The National Oceanography Centre (NOC) spoke at a key lunchtime discussion in the Houses of Parliament this week, to mark the launch of “The Ocean: Turning the Tide on Climate Change” a report produced by the All-Party Parliamentary Group for the Ocean.
The report delivers key recommendations on blue carbon and ocean-based solutions to tackle climate change.
Following comments from Sally-Ann Hart MP, chair of the cross-party group, NOC’s Chief Executive Professor Ed Hill talked about the importance of science leading the debate on blue carbon solutions. A range of MPs and peers with an interest in the ocean attended the luncheon as well as representatives from the British Antarctic Survey, the Marine Biological Association and the Blue Marine Foundation. Attendees discussed the role the ocean plays in mitigating climate change and the policy options available in the blue carbon space.
Professor Ed Hill CBE, said: “The ocean is the largest active carbon reservoir on our planet, and without it the Earth would be substantially warmer than it is at present. There is no climate solution without the ocean, and it is encouraging to see this being recognised in this APPG report. Blue carbon and ocean-based carbon dioxide removal must be grounded in scientific evidence. Focused funding, such as the Natural Environment Research Council’s BIO-Carbon programme, is critical to helping ocean scientists make informed policy recommendations in the blue carbon space. Significant, sustained investment is needed from Government to support ocean science research on a scale we know we need to meet the challenges of climate change.”

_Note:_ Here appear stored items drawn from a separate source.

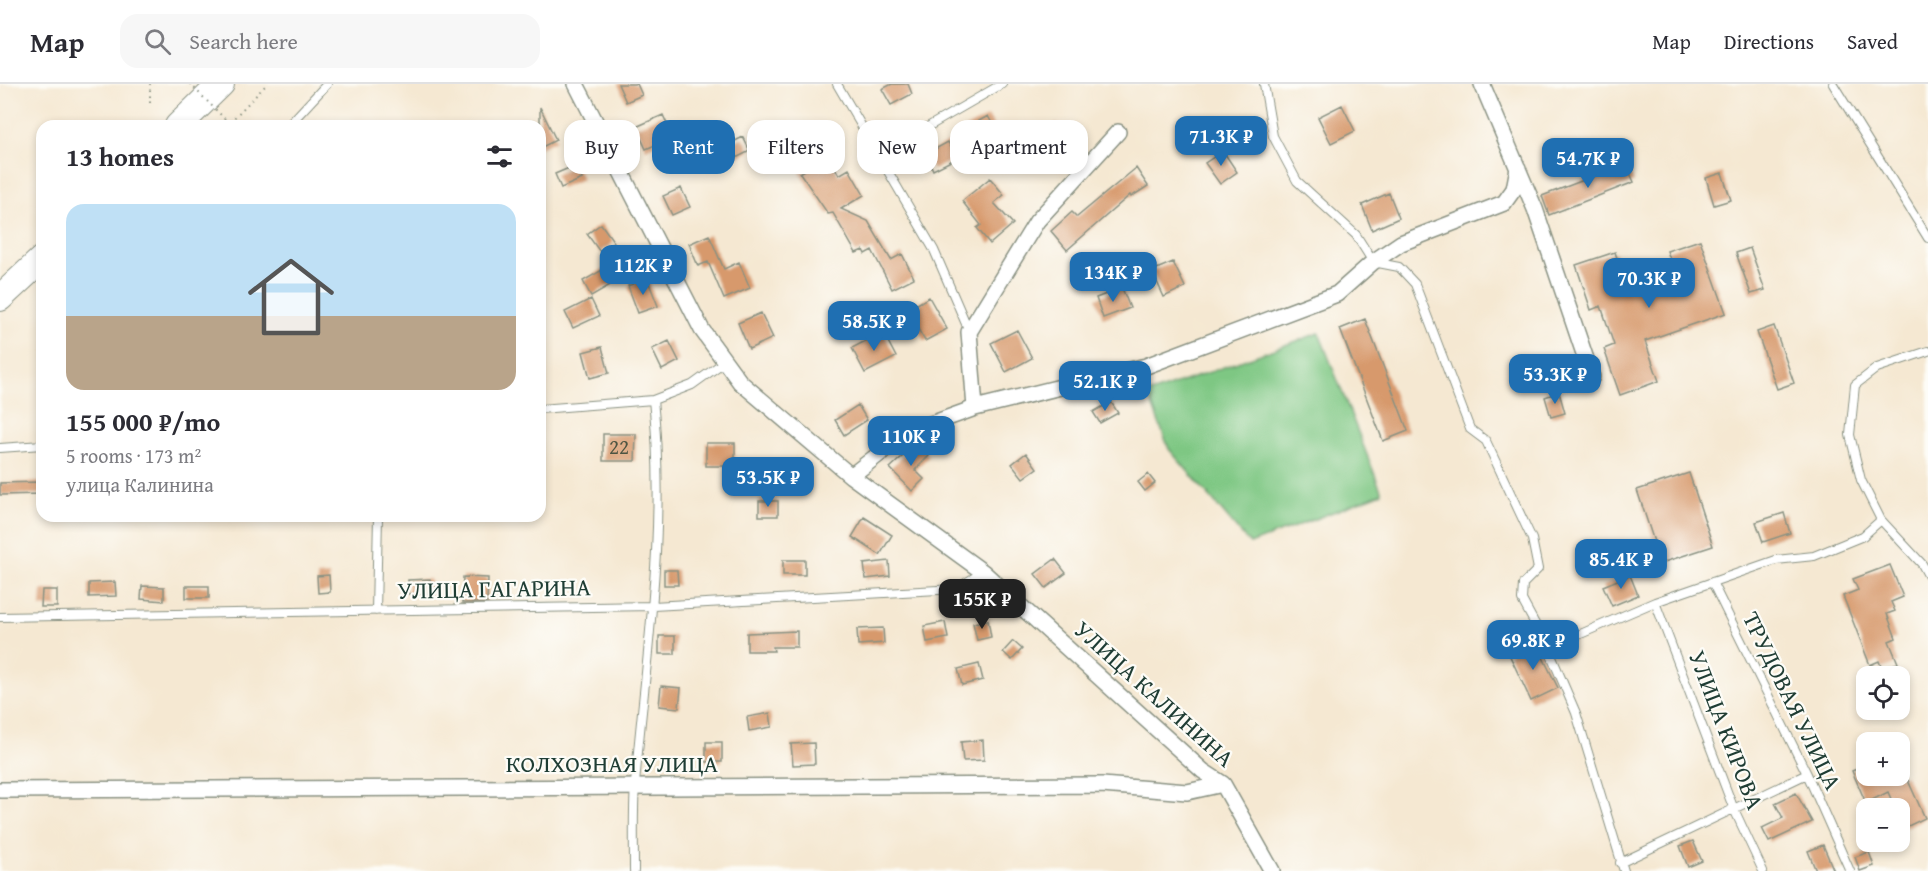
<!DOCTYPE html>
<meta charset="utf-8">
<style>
:root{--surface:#fff;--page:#f7f7f7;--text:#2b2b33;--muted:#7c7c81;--line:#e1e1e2;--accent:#1f6fb2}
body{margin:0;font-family:"Gentium Book Plus",serif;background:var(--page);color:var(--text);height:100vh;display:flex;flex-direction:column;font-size:22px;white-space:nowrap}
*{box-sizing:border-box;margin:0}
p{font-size:20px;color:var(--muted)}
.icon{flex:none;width:33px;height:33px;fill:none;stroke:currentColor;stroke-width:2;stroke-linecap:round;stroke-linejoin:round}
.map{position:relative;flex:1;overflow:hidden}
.drawer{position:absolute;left:36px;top:36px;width:510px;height:402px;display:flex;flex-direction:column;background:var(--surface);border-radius:18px;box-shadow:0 3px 9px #0003}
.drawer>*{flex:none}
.guide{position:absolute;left:564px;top:36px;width:570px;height:54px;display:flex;gap:12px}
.buttons{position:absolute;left:1856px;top:582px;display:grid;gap:12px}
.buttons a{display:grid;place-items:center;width:54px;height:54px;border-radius:12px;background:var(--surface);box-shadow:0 3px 9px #0003;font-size:30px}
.price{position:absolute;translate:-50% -51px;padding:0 14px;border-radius:12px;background:var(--accent);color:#fff;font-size:20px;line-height:39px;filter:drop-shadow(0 2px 3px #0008)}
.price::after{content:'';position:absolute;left:50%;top:36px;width:18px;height:14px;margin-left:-9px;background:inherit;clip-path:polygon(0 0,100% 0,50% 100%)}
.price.active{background:#222;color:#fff}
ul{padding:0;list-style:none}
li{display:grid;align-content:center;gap:12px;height:318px;padding:0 30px}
li span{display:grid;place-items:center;height:186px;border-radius:18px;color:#555}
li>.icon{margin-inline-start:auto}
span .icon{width:108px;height:108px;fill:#fffc;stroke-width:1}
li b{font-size:26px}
h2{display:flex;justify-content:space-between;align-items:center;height:72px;padding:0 30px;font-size:26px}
.chip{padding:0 21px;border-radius:18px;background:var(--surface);box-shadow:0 3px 9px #0003;font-size:21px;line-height:54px}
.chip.active{background:var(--accent);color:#fff}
header{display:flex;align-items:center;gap:36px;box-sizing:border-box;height:84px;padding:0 30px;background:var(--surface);border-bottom:2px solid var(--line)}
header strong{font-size:28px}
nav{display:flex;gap:33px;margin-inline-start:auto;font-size:21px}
.search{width:420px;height:54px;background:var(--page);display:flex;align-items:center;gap:15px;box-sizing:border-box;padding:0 21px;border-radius:18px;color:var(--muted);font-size:22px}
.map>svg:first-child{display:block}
</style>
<header>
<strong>Map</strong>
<div class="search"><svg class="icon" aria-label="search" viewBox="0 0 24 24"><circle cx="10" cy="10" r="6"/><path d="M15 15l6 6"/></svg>Search here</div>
<nav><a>Map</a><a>Directions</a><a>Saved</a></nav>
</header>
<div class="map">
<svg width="1928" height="787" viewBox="0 0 1928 787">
<rect width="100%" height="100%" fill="#fdfcf7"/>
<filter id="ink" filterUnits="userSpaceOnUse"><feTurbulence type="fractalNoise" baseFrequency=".0167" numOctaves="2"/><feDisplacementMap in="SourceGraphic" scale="12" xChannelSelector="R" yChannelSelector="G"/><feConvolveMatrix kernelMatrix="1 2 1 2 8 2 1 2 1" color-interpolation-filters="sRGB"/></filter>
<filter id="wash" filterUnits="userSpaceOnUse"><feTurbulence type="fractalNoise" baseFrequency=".008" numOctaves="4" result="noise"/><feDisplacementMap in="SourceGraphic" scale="24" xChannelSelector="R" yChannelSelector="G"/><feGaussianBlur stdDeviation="1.35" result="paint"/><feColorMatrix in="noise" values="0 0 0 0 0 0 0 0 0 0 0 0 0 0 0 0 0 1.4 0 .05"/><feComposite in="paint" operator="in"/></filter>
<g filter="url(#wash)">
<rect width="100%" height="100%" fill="#f5e8d2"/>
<path fill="#7ec783" stroke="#4e825c" stroke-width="1.5" d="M1319,249L1382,409L1250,460L1169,365L1148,310Z"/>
<g id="blocks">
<path fill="#d7996c" d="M618,0H637L642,11L626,18Z
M892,0H908L912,10L891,21L882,5Z
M1342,21L1355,47L1331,59L1318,33Z
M540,23L556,56L540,64Z
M663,31L673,53L646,65L636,43Z
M988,32L998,50L976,62L966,44Z
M1056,39L1070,56L1055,69L1041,51Z
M801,44L808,60L777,75L769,58Z
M743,53L750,67L734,75L727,61Z
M948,58L957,74L933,86L926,70Z
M1223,67L1237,88L1220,100L1205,79Z
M824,74L829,82H834L839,91L849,85L864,111L841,125L868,137L891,176L902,170L914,194L892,205L872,166L865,170L863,166L856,169L833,129L828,130L800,89Z
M1626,80L1634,98L1549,131L1542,112Z
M576,81L582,95L561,104L555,90Z
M1136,84L1148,102L1131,113L1130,111L1067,166L1051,147L1072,128L1077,133Z
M1722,89L1731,116L1714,121L1706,94Z
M990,94L1004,111L994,119L1013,140L990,160L977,144L981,141L962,117Z
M681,104L690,123L672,131L663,112Z
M1389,109L1399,134L1372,146L1362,121Z
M601,140L614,158L600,168L587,150Z
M709,151L724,185L739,178L750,204L724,215L708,178L698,182L689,160Z
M1700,156L1726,229L1645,257L1659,297L1620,311L1604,265L1614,261L1601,222L1591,226L1576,181L1615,168L1628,207L1676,191L1667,167Z
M1750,164L1765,206L1751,210L1736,169Z
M1173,178L1185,203L1164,213L1152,187Z
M604,185L612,200L591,212L583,197Z
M647,194L658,222L638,229L628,202Z
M1122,204L1130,224L1103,234L1096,214Z
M929,213L947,245L925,257L907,226Z
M591,215L599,232L573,244L565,228Z
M761,229L773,254L749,265L738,239Z
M1365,235L1408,347L1383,357L1340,245Z
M1774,242L1794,299L1777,305L1757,248Z
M1017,246L1032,274L1006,288L991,259Z
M883,248L896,273L865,289L852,264Z
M669,257L679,277L662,286L652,265Z
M602,263L609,289L590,294L583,268Z
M1559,308L1565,329L1551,333L1545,313Z
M1111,318L1118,329L1100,339L1093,328Z
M858,321L867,336L844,351L835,336Z
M603,350H636L635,377H603Z
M706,359H735V382H706Z
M917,359L929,372L915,386L924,395L912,407L890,384Z
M1026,369L1037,384L1023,394L1012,380Z
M1689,389L1713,462L1661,479L1637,406Z
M1148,390L1155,399L1145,407L1138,398Z
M42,398V410L0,411V399Z
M759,417H778V432H759Z
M1784,429L1790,449L1763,458L1756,438Z
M864,433L892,451L880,471L852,453Z
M1055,475L1066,489L1046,504L1035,490Z
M783,476H805V491H783Z
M889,477L890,492L866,495L864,480Z
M1890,481L1903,513L1891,518L1895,527L1887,530L1896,554L1889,557L1898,579L1882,585L1879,577L1870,581L1843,512L1858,506L1853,495Z
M664,486H677L678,501H664Z
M329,491L330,508L318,509L317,492Z
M1630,491L1638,511L1612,522L1603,502Z
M463,493L488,494L487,519H462Z
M430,495L431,509L408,510V496Z
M115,498L116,512L89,513V499Z
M142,502L164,503V517L141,515Z
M186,502H209V514H186Z
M42,506H57V523H41Z
M988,536L991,553L977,556L973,539Z
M945,538L948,554L927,558L924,542Z
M883,544L884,559L858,561L857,545Z
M797,547V563H773L774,567H747V549Z
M659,552H675V570H659Z
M1013,557L1022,565L1012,576L1003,568Z
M1535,557L1558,604L1531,617L1509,570Z
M979,580L983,596L962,601L958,585Z
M661,602L681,604L679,624L659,622Z
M770,629L772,643L749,647L747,633Z
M983,656L984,676L963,677L961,658Z
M706,658H722V678H706Z
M814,659L815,680L793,681L791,660Z
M1866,681V692H1906L1925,734L1904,744L1899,724H1895L1888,708L1866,719L1852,687Z
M1796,709L1812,738L1769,758L1762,744L1783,734L1775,719Z
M1693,757L1702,777L1688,783L1680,762Z
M1823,761L1834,787H1816L1808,767Z
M1869,768L1874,782L1860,787L1855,773Z"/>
</g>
</g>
<g filter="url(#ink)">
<use href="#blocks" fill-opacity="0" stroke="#8a9283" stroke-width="1.5"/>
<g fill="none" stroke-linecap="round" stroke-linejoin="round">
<g stroke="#8a9283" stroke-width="10">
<path id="service" d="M837,0L934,166L969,247
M1264,0L1273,52L1297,97L1356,151L1373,178L1399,183L1415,200L1470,345L1486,357L1532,455L1538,485L1523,500L1522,516L1548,564L1576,629L1624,787
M1833,0L1928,154
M288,42L327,0
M879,71L1002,0
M1928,267L1877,284L1855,301L1850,351L1861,396L1881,436L1922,480L1928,491
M540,325L653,316L692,301L724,278
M0,364L42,361
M1712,498L1807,690L1850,787
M1655,518L1733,723L1763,787
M376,527L378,432
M0,533L653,522L956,505L983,488
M1548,564L1655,518L1776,476L1814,472L1863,452L1881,436
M1620,779L1807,690
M634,787C634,758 633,729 635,700C646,573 667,444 653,316"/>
</g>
<g stroke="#8a9283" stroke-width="18">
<path id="minor" d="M576,0L702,246L740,298L851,392L983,488L1203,687L1223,700L1272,787
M1482,0L1535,125L1592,293
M975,324L969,248L1037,137L1118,48
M851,392L906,349L975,324L1146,282L1337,210L1373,178L1401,159L1504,119L1514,105L1518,84
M0,706L1102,701L1187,708L1223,700"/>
</g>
<g stroke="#8a9283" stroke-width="28">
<path id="trunk" d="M178,42L221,0
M0,214L42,175"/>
</g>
<path stroke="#8a9283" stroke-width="2" stroke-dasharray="1.5 4.5" stroke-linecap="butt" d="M150,19V0
M226,42L267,0"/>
<use href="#service" stroke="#fff" stroke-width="8"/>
<use href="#minor" stroke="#fff" stroke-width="15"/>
<use href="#trunk" stroke="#fff" stroke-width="26"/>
<path stroke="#8a9283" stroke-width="2" stroke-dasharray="1.5 4.5" stroke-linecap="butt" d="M190,0L229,39"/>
</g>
</g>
<g text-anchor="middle" stroke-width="4.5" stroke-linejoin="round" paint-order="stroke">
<g font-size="21" fill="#4d5442">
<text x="619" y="370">22</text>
</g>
<g font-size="24" fill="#1f3d34" stroke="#fdfcf7">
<text transform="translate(494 505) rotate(-1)" y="8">УЛИЦА ГАГАРИНА</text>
<text transform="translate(1154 610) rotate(42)" y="8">УЛИЦА КАЛИНИНА</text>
<text transform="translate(1792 617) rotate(64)" y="8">ТРУДОВАЯ УЛИЦА</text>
<text transform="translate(1726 646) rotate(69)" y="8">УЛИЦА КИРОВА</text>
<text x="612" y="688">КОЛХОЗНАЯ УЛИЦА</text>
</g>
</g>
</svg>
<div class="buttons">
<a><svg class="icon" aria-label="locate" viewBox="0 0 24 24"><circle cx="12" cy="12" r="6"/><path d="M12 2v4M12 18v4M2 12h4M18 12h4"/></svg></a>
<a>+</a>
<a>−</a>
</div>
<b class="price" style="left:1221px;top:83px">71.3K ₽</b>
<b class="price" style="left:1588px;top:105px">54.7K ₽</b>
<b class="price" style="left:643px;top:212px">112K ₽</b>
<b class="price" style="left:1113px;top:219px">134K ₽</b>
<b class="price" style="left:1649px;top:225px">70.3K ₽</b>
<b class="price" style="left:874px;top:268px">58.5K ₽</b>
<b class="price" style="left:1555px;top:321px">53.3K ₽</b>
<b class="price" style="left:1105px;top:328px">52.1K ₽</b>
<b class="price" style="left:911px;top:383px">110K ₽</b>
<b class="price" style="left:768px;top:424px">53.5K ₽</b>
<b class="price" style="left:1621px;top:506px">85.4K ₽</b>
<b class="price active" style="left:982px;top:546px">155K ₽</b>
<b class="price" style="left:1533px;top:587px">69.8K ₽</b>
<div class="guide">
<a class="chip">Buy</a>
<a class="chip active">Rent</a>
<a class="chip">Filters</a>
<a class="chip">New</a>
<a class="chip">Apartment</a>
</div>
<section class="drawer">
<h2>13 homes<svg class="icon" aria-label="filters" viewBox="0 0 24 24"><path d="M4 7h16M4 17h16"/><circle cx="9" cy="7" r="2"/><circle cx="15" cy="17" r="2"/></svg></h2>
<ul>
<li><span style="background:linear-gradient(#bfe0f5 60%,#b9a48a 0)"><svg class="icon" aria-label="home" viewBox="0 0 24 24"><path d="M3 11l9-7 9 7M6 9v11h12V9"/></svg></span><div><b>155 000 ₽/mo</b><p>5 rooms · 173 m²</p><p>улица Калинина</p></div></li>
</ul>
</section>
</div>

The report includes a series of recommendations to Government around blue carbon and ocean-based solutions, including the adoption of a code of conduct to guide research into ocean-based carbon dioxide removal approaches, re-alignment and restoration of UK saltmarsh and seagrass habitats and the creation of a Minister for the Ocean.
The APPG for the Ocean launched the inquiry in June, with a call for written evidence which ran through August. An oral evidence session took place in October. The report takes on board written and oral evidence provided by over 30 respondents to the inquiry.